McFarland, along with 1943-1944 American Legion National Commander Warren Atherton, shepherded the legislation through Congress and are jointly considered the “fathers of the GI Bill.”

The day began with a parade through the center of Florence, a town of around 33,000 people roughly an hour southeast of Phoenix in Penal County. Bordered to the east by the scenic Superstition Mountains, Florence is one of the oldest towns in the area and its National Historic District has more than 25 buildings listed on the National Register of Historic Places. The parade featured a horse-mounted color guard, floats from various local civic groups and politicians, and old jeeps. Children carrying small American flags lined the sides of the main street and scrambled to recover candy thrown by those in the parade – like Department of Arizona American Legion Commander Steve Aguirre.

“It is extremely important that the Legion Family must continue to think outside the box when it comes to educating the veteran community and the general public about our mission and the accomplishments of the organization,” said Aguirre, noting the importance of Legion visibility in community events like this.

“We, as veterans and members of the largest wartime, all-volunteer veterans organization in the world, know our story of community service, programs for our youth, veterans advocacy, promoting Americanism and advocating for a strong national defense,” he said. “Yet there are thousands of veterans families in our communities that have never heard us explain who and what The American Legion does for veterans and the community at large.”

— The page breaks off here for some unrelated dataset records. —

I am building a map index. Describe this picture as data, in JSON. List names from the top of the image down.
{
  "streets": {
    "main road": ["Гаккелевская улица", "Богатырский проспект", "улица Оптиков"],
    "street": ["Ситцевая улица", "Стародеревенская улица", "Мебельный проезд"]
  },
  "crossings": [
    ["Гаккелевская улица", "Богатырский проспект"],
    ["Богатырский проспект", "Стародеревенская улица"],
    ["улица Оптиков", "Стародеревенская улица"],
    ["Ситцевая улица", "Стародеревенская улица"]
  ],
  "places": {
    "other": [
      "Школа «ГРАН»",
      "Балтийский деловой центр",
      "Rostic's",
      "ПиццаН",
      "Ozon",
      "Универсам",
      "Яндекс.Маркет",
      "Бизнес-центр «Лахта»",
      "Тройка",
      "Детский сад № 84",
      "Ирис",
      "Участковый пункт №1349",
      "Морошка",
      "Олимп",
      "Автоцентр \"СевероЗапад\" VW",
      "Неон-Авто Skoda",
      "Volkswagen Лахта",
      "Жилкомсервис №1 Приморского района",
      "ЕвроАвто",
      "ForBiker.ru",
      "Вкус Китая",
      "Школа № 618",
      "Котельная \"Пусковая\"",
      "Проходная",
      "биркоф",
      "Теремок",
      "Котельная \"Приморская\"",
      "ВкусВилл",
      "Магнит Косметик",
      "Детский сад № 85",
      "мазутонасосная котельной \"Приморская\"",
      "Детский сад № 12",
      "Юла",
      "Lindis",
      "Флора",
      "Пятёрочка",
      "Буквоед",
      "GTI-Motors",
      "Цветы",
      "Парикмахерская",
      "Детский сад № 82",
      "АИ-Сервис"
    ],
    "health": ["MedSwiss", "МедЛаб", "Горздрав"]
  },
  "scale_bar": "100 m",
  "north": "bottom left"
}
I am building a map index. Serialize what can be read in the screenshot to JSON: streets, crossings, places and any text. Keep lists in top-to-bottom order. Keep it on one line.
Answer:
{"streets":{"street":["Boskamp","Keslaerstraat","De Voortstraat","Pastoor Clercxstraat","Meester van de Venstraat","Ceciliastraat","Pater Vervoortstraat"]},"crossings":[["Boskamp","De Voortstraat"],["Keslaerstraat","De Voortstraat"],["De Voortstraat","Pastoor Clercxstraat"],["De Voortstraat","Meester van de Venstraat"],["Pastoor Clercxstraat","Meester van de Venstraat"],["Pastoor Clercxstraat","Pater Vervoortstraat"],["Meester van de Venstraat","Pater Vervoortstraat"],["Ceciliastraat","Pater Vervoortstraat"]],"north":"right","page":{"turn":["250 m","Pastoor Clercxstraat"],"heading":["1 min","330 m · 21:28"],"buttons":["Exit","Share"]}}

Florence Post 9 Commander Jose Maldonado agreed.

“It feels great to know that The American Legion was instrumental in not only myself and others receiving this benefit, but I also went as far as to find out that in 2017 President Trump signed the Forever GI Bill extending the allowable time period for veterans to pursue educational opportunities.”

McFarland family members served as grand marshals for the parade and spoke at a gathering in the town’s park afterward.

“My grandfather, Ernest McFarland, who preferred to be called ‘Mac,’ would be deeply honored that his hometown people here in Florence are recognizing him and his works here today,” said John D. Lewis, McFarland’s grandson. “The hardest job that my brothers and sisters and I have here is as we go out to preserve my grandfather’s legacy, is that my grandfather did so much.”

Indeed, it would be difficult to overstate the impact McFarland had not just on Florence but all of Arizona.

“If Arizona had a Mount Rushmore, the men on it would be Carl Hayden (a longtime Arizona U.S. senator), Ernest McFarland, Barry Goldwater and John McCain,” Arizona State Historian Marshall Trimble once noted.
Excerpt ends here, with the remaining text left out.